[Stored data entries]
::::::

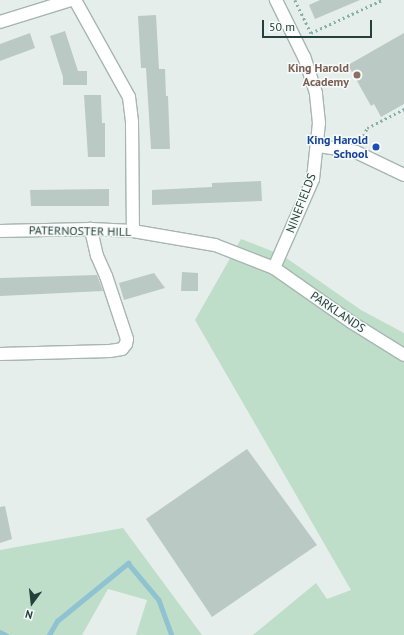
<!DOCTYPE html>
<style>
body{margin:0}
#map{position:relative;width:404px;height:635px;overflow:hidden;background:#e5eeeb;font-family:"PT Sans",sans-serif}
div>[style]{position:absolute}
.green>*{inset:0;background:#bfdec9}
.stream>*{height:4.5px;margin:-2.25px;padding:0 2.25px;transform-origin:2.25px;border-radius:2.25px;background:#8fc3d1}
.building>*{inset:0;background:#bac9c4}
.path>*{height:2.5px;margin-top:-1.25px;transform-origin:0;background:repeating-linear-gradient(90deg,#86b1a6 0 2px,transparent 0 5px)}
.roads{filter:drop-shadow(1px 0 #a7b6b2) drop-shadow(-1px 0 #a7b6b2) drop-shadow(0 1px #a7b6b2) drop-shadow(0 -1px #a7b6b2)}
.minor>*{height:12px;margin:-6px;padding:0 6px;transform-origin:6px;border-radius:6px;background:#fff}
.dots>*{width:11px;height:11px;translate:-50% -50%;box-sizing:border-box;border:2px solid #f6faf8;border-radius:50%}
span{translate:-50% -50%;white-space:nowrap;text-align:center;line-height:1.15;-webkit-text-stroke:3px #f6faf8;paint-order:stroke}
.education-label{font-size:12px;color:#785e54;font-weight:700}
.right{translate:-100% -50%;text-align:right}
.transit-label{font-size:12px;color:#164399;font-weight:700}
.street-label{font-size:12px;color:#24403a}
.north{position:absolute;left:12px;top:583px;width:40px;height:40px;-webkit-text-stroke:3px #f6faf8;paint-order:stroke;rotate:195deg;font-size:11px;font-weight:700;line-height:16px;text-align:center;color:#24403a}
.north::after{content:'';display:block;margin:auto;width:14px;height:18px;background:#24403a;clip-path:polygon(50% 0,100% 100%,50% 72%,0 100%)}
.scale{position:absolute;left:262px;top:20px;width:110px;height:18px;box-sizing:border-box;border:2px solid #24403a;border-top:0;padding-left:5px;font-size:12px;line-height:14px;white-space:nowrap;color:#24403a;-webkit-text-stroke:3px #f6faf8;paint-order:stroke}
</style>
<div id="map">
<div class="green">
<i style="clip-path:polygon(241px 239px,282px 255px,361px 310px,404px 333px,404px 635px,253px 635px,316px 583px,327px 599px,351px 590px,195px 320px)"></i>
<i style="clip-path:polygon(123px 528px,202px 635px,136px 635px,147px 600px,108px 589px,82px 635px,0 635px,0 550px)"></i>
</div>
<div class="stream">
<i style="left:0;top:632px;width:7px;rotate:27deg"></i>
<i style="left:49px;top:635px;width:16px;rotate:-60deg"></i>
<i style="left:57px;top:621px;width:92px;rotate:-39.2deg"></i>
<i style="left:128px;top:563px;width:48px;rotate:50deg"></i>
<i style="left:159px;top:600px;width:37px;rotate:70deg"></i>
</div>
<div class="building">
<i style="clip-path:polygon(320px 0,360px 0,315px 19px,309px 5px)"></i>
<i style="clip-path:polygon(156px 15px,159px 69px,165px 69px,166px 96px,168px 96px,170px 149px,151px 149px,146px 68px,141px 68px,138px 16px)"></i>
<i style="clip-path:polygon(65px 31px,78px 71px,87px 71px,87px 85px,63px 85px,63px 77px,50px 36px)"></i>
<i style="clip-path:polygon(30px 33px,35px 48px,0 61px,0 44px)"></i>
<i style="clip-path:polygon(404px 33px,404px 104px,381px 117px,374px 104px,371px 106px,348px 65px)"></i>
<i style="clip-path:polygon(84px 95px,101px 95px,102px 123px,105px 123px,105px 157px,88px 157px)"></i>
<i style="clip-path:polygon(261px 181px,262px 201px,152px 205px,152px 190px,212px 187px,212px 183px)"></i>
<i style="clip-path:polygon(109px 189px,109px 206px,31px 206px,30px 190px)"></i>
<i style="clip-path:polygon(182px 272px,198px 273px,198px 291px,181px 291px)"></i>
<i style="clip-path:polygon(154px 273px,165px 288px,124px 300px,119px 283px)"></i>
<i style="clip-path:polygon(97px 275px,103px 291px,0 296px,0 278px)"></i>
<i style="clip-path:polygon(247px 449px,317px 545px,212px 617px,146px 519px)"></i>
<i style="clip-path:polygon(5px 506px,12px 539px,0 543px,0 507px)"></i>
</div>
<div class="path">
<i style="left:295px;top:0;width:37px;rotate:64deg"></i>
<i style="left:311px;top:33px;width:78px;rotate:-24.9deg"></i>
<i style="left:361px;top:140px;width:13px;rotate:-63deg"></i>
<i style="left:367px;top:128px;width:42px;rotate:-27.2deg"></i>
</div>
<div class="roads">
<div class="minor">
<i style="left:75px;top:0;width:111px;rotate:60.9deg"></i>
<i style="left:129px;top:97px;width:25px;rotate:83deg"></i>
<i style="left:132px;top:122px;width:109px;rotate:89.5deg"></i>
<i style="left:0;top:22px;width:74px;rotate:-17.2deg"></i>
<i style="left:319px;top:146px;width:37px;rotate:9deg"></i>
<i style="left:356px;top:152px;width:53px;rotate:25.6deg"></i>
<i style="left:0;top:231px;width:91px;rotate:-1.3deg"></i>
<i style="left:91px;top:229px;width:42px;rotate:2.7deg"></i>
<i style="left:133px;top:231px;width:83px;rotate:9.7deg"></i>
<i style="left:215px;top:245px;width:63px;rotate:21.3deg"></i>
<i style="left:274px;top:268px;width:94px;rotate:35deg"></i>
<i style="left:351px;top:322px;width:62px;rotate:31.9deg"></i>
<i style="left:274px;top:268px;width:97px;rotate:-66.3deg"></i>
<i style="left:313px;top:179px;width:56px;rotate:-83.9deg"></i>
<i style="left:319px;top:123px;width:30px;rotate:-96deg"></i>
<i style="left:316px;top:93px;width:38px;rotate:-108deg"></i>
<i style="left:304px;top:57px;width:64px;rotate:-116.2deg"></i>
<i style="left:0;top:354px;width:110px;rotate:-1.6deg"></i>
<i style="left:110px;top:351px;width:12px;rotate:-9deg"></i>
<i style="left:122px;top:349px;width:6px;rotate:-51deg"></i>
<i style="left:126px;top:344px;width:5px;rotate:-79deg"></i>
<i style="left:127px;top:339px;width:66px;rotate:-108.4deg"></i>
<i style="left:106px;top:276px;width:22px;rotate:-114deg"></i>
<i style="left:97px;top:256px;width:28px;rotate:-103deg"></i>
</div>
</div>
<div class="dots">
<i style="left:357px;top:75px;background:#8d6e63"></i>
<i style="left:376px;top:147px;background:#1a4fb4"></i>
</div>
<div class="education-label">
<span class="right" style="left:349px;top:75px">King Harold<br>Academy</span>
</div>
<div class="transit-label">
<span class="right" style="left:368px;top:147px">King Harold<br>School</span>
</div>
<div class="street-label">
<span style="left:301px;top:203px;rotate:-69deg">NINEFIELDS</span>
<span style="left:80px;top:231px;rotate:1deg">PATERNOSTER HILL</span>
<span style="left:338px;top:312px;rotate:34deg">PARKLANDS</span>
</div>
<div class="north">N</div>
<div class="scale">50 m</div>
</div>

::::::

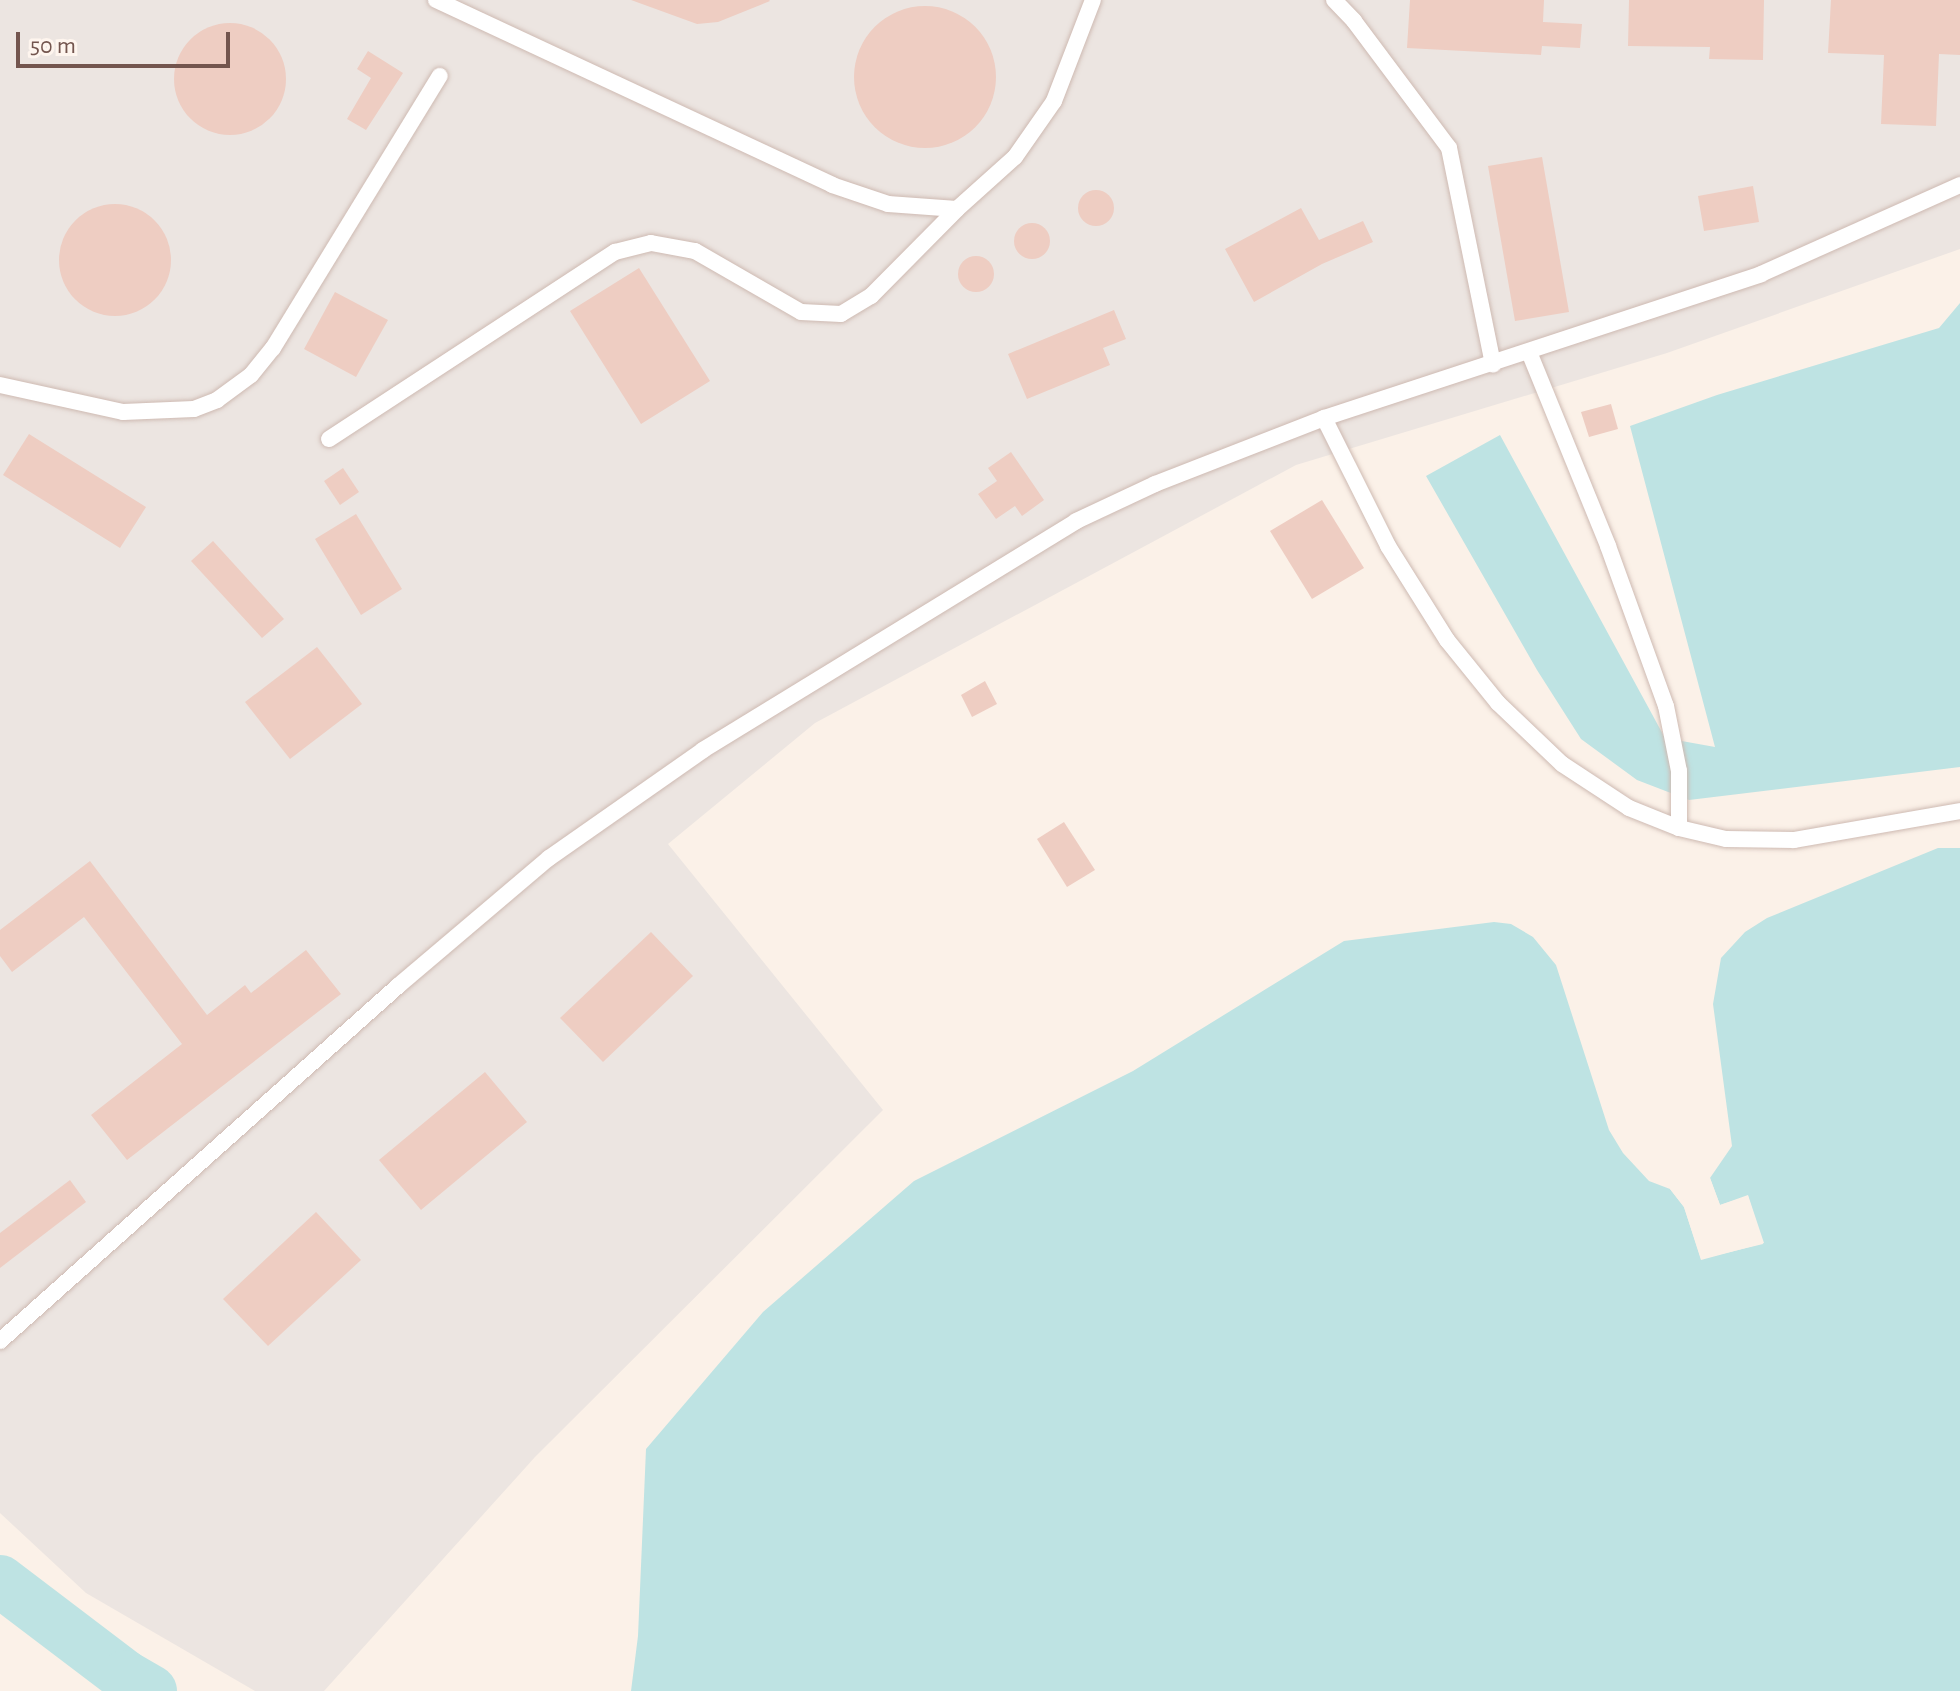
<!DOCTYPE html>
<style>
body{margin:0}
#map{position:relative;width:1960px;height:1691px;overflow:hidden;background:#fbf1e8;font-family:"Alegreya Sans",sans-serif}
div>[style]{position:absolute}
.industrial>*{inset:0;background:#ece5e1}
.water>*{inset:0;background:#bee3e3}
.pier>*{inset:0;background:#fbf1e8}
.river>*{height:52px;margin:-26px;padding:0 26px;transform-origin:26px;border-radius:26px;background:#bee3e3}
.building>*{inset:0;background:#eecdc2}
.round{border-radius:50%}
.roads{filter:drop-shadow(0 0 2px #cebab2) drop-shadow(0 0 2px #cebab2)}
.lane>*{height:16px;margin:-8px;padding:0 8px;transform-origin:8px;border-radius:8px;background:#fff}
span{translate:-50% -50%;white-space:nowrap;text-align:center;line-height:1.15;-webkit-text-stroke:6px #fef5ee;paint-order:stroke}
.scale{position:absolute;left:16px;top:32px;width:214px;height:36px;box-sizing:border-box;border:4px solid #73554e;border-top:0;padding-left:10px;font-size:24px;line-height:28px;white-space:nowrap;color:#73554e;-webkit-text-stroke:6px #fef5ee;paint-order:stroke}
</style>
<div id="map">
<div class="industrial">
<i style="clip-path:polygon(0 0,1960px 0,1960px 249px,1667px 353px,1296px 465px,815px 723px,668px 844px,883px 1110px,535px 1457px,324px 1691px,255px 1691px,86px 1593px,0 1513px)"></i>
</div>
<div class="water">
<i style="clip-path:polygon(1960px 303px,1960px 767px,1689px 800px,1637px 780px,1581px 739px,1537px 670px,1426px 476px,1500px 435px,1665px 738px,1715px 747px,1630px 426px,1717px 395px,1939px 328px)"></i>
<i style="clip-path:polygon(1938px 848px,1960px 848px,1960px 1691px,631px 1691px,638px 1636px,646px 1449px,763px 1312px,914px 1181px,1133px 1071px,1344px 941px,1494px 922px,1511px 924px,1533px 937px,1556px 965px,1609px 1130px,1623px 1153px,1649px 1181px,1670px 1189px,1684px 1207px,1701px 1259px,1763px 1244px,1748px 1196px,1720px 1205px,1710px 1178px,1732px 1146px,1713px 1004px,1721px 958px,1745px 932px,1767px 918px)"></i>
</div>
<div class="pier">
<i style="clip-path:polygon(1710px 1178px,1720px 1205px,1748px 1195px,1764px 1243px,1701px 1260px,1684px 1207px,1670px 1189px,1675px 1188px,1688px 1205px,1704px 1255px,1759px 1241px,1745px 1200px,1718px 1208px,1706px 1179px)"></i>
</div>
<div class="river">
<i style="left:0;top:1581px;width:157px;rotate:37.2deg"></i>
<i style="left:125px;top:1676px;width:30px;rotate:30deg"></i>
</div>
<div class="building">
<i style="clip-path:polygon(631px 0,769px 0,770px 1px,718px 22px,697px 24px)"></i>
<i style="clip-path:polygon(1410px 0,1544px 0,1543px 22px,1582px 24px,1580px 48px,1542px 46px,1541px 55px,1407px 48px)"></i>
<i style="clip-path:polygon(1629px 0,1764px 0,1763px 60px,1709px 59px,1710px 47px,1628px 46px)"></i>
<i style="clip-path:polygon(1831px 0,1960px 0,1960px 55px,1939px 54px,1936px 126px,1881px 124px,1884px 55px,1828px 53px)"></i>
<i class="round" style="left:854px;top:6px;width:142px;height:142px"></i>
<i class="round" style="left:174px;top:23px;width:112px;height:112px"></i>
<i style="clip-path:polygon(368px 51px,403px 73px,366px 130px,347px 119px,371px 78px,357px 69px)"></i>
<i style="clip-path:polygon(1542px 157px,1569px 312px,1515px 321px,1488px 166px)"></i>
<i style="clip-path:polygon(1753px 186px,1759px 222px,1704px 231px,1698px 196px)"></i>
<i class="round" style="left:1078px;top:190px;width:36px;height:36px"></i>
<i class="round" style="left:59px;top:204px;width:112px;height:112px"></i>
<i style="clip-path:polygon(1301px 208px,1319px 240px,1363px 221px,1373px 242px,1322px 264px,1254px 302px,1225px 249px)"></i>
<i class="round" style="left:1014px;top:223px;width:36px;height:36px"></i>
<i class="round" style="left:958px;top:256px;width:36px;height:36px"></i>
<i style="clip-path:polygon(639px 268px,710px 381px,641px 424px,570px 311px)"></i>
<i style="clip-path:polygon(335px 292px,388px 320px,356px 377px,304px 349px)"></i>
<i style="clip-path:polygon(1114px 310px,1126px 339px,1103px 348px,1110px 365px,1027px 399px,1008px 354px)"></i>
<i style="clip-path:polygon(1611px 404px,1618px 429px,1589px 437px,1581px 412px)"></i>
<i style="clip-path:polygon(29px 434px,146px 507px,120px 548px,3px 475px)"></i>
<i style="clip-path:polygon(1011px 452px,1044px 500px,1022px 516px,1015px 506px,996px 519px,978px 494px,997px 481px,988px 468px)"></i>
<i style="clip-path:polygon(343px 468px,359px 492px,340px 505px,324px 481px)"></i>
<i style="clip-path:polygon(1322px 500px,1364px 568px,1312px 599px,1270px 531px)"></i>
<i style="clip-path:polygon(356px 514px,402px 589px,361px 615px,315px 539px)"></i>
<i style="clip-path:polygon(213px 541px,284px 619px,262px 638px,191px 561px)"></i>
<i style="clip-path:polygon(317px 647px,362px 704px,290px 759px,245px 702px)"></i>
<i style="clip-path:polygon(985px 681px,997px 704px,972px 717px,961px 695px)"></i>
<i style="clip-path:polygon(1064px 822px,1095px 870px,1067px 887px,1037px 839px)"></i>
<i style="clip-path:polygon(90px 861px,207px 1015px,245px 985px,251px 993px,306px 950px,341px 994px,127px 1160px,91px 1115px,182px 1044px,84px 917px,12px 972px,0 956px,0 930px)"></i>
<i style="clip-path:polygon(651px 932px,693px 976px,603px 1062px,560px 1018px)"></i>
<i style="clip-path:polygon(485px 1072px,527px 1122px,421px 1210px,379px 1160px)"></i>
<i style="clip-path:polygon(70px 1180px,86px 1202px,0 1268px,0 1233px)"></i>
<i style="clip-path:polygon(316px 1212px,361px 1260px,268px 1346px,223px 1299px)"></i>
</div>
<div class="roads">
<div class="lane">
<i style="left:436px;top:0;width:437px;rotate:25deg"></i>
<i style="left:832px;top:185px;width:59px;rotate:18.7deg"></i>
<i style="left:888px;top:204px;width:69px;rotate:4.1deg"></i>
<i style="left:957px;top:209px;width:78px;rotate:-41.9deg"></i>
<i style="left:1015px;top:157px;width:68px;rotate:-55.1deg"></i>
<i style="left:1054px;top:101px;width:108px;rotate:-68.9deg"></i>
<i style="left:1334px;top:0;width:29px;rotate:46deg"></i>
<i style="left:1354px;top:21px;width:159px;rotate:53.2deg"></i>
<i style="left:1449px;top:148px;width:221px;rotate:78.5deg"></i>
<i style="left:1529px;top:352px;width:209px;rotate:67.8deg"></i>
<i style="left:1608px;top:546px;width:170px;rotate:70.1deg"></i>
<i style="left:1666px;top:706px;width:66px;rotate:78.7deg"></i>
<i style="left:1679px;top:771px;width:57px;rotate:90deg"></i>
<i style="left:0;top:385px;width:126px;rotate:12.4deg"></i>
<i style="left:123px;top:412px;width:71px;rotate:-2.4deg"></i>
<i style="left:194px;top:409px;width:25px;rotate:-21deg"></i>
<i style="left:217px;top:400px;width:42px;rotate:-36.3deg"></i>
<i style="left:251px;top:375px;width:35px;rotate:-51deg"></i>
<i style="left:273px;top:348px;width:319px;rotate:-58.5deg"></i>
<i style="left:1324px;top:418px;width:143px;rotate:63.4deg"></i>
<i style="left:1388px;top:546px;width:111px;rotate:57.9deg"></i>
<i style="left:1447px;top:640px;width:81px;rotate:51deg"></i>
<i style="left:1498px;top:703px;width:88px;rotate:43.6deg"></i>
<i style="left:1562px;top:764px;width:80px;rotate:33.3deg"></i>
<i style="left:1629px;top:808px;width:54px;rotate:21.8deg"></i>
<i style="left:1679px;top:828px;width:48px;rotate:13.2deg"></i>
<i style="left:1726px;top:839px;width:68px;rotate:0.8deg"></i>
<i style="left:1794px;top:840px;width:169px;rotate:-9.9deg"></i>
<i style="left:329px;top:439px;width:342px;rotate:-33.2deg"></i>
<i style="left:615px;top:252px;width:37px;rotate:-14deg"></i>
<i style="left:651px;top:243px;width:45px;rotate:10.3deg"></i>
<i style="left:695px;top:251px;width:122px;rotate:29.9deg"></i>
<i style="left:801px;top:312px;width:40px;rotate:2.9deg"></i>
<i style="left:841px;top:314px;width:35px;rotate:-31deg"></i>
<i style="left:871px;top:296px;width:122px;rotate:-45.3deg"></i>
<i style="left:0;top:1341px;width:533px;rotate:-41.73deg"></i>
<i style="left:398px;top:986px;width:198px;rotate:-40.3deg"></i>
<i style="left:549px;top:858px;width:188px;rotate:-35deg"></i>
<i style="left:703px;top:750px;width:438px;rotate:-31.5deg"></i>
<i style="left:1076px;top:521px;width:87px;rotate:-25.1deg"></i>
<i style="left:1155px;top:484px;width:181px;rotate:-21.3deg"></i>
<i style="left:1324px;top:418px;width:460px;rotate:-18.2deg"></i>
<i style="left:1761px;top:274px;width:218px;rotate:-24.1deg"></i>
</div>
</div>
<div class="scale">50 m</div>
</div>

::::::

> [Exercise prompt] Say how many lines of the entries above hold the string "lane", and say nothing besides the number.

> [Exercise result] 2